Apiserver pod template:
{
"kind": "Pod",
"apiVersion": "v1",
"metadata": {
"name": "kube-apiserver"
},
"spec": {
"hostNetwork": true,
"containers": [{
"name": "kube-apiserver",
"image": "${HYPERKUBE_IMAGE}",
"command": ["/hyperkube", "apiserver", "$ARG1", "$ARG2"],
"ports": [
{"name": "https", "hostPort": 443, "containerPort": 443},
{"name": "local", "hostPort": 8080, "containerPort": 8080}
],
"volumeMounts": [
{"name": "srvkube", "mountPath": "/srv/kubernetes", "readOnly": true},
{"name": "etcssl", "mountPath": "/etc/ssl", "readOnly": true}
]
}],
"volumes": [
{"name": "srvkube", "hostPath": {}},
{"name": "etcssl", "hostPath": {"path": "/etc/ssl"}}
]
}
}
Scheduler pod template:
{
"kind": "Pod",
"apiVersion": "v1",
"metadata": {"name": "kube-scheduler"},
"spec": {
"hostNetwork": true,
"containers": [{
"name": "kube-scheduler",
"image": "$HYBERKUBE_IMAGE",
"command": ["/hyperkube", "scheduler", "--master=127.0.0.1:8080"]
}]
}
}
Controller Manager template:
{
"kind": "Pod",
"apiVersion": "v1",
"metadata": {"name": "kube-controller-manager"},
"spec": {
"hostNetwork": true,
"containers": [{
"name": "kube-controller-manager",
"image": "$HYBERKUBE_IMAGE",
"command": ["/hyperkube", "controller-manager", "$CNTRLMNGR_FLAG1"],
"volumeMounts": [
{"name": "srvkube", "mountPath": "/srv/kubernetes", "readOnly": true},
{"name": "etcssl", "mountPath": "/etc/ssl", "readOnly": true}
]
}],
"volumes": [
{"name": "srvkube", "hostPath": {"path": "/srv/kubernetes"}},
{"name": "etcssl", "hostPath": {"path": "/etc/ssl"}}
]
}
}
Place completed manifests in kubelet's configuration directory (typically /etc/kubernetes/manifests). Verify pod status using docker ps or process monitoring tools.
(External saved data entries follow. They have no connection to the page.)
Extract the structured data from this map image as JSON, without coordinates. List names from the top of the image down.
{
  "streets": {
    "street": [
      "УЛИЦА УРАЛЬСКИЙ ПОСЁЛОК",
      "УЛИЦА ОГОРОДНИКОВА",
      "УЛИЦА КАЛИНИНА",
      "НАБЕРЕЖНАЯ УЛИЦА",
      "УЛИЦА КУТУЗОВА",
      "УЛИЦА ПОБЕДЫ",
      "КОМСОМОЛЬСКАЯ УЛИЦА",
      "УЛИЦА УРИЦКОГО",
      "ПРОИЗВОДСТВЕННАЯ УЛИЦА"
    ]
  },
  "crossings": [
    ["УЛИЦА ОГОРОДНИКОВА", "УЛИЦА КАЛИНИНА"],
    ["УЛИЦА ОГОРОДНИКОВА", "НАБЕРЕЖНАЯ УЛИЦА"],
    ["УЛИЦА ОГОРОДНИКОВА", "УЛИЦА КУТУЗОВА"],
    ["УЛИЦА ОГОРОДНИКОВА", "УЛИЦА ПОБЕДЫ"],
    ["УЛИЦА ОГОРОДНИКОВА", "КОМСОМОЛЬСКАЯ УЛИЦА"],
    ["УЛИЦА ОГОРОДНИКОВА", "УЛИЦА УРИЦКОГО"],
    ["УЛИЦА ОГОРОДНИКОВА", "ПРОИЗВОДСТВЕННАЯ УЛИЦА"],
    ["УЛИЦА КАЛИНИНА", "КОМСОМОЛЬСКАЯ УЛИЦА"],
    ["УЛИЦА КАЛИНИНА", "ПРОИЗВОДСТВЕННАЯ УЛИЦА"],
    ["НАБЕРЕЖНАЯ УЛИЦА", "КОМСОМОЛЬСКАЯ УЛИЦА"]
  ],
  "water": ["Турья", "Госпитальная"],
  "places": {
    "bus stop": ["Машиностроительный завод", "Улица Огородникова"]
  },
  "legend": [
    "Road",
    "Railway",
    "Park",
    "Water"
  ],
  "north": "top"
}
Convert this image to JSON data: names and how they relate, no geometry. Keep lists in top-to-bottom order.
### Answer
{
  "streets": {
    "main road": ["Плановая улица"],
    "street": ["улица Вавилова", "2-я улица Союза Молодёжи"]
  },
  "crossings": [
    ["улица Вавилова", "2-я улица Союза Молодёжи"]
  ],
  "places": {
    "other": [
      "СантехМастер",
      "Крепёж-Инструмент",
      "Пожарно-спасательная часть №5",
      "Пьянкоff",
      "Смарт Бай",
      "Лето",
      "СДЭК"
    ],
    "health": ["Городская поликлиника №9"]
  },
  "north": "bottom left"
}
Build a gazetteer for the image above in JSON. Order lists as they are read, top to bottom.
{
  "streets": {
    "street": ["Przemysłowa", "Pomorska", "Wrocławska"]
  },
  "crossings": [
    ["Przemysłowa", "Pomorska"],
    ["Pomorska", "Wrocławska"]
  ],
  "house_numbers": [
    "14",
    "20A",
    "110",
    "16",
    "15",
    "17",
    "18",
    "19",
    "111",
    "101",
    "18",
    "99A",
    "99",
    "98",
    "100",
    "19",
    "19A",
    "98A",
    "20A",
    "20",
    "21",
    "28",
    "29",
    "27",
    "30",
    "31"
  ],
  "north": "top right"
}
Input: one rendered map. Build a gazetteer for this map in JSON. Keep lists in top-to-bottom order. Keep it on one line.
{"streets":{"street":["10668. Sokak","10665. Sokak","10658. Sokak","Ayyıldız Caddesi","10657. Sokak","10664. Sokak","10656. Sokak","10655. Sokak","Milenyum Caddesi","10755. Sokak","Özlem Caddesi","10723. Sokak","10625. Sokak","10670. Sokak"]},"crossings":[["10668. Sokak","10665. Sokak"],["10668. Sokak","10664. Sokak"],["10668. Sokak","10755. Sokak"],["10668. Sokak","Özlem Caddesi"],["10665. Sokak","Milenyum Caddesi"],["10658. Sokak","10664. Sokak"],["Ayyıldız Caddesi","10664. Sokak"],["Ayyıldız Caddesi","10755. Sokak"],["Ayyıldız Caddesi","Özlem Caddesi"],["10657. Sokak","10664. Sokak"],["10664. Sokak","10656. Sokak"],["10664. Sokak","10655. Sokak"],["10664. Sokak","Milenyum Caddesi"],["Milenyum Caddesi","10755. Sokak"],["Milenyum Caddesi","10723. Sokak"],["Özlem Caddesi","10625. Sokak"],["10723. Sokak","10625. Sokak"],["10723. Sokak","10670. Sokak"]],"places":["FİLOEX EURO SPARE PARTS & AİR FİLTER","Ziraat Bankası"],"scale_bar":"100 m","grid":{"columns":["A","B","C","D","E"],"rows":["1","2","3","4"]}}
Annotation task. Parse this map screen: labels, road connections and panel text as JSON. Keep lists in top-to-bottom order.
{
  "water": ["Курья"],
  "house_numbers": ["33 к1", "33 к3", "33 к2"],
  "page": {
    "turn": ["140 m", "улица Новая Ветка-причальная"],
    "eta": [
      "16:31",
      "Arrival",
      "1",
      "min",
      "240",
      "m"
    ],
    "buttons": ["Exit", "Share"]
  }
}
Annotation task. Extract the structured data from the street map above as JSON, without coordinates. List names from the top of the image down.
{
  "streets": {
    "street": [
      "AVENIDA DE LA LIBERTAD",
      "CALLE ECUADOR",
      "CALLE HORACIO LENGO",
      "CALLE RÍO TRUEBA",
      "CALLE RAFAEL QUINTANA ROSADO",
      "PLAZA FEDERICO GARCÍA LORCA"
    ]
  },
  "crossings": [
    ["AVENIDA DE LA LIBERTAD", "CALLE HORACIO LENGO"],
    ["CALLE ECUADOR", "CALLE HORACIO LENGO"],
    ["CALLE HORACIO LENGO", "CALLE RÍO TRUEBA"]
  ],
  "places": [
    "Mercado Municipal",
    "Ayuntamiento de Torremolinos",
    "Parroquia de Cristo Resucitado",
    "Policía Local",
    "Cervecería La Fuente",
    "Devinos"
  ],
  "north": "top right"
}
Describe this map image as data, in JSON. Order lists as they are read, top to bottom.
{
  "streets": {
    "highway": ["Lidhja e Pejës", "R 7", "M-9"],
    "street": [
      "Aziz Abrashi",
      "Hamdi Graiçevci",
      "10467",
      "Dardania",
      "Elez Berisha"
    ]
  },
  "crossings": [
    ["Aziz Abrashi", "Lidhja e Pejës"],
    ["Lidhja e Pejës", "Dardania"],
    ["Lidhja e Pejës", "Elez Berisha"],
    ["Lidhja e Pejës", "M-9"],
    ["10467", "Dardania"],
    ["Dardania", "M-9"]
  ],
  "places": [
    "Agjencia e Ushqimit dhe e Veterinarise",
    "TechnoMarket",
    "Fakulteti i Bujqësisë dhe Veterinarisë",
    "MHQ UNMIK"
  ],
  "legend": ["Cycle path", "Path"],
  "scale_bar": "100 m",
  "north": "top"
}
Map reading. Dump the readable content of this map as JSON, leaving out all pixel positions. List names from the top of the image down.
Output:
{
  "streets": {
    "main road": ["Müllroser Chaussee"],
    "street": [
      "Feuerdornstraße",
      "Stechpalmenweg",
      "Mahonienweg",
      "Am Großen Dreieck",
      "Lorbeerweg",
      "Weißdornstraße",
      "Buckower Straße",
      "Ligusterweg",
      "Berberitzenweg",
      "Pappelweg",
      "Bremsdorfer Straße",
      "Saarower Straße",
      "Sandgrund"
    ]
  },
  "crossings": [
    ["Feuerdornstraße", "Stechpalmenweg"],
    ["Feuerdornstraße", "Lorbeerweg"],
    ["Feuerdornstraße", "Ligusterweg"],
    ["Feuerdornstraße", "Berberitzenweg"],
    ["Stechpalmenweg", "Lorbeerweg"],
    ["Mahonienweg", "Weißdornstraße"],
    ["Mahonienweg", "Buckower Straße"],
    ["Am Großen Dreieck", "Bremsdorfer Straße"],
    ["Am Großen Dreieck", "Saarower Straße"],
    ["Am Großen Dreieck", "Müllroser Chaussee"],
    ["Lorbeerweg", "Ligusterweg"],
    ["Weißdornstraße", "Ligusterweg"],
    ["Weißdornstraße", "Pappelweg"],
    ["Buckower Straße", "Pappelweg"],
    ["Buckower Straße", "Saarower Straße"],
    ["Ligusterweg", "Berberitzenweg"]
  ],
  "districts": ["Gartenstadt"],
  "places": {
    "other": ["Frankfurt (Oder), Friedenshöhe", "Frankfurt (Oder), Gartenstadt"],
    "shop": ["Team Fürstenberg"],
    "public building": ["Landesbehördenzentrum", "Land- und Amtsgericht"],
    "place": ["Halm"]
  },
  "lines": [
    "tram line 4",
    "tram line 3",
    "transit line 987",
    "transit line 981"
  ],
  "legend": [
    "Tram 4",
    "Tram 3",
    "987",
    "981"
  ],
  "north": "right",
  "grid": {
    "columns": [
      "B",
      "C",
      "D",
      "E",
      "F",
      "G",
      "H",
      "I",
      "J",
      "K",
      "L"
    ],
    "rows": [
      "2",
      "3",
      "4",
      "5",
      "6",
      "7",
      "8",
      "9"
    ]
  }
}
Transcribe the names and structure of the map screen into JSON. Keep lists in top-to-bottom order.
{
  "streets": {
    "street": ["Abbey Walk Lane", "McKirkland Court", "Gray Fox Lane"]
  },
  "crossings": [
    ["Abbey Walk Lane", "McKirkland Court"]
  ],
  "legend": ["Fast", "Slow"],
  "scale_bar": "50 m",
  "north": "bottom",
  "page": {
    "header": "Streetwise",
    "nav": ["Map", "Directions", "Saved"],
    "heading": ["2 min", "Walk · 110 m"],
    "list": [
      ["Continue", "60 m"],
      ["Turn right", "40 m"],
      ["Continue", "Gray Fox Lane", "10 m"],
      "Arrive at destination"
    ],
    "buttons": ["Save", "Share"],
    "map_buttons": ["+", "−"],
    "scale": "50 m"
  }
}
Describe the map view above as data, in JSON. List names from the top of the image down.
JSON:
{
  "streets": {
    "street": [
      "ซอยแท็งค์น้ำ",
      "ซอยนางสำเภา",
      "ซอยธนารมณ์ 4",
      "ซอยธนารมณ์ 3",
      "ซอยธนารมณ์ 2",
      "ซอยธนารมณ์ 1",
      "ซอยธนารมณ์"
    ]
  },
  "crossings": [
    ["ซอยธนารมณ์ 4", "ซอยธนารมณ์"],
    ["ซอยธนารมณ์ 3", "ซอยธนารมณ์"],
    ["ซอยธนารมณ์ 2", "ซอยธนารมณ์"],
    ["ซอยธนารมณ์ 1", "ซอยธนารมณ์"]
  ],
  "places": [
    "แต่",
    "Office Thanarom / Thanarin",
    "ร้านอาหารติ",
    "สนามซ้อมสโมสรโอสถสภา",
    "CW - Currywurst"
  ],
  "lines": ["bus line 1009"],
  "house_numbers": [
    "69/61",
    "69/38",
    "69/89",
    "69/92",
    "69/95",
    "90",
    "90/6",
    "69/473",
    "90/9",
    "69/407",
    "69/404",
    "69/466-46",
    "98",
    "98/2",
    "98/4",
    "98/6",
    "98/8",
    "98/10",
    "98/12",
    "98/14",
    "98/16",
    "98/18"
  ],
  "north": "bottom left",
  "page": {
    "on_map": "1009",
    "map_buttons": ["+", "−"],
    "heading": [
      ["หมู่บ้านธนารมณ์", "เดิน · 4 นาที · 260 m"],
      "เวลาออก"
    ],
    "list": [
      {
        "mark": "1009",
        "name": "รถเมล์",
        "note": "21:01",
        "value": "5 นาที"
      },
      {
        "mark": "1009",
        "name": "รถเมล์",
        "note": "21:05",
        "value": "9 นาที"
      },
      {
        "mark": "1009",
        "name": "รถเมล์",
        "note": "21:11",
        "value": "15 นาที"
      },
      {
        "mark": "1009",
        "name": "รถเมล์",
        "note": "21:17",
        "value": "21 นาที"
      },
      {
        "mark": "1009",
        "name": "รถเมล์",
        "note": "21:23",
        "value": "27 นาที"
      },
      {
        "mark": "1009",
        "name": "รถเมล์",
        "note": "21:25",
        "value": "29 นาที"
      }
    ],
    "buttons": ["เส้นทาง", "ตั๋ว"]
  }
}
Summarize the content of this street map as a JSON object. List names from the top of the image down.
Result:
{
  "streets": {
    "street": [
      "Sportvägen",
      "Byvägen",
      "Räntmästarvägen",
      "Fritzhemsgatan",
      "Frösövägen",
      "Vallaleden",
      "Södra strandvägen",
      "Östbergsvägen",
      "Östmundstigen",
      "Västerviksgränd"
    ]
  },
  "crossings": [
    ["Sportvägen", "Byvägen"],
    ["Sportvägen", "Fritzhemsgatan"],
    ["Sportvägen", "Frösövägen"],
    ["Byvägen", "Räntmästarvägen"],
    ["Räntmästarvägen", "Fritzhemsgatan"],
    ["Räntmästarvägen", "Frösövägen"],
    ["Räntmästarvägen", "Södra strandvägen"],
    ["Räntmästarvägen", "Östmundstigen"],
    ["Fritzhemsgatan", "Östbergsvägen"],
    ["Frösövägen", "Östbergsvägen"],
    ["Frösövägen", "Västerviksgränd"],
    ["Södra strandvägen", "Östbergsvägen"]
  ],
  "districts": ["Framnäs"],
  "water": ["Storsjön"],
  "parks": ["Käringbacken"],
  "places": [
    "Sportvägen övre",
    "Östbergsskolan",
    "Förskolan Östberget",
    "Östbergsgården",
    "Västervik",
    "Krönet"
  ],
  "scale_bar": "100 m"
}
Test API server connectivity:
curl -s http://localhost:8080/healthz
# Should return: ok
curl -s http://localhost:8080/api
# Should return: {"versions": ["v1"]}
Nodes automatical register with the API server when --register-node=true is enabled.
Troubleshooting
Verify cluster functionality using validation scripts. Check pod and service status. Ensure node-to-node connectivity using private IP addresses.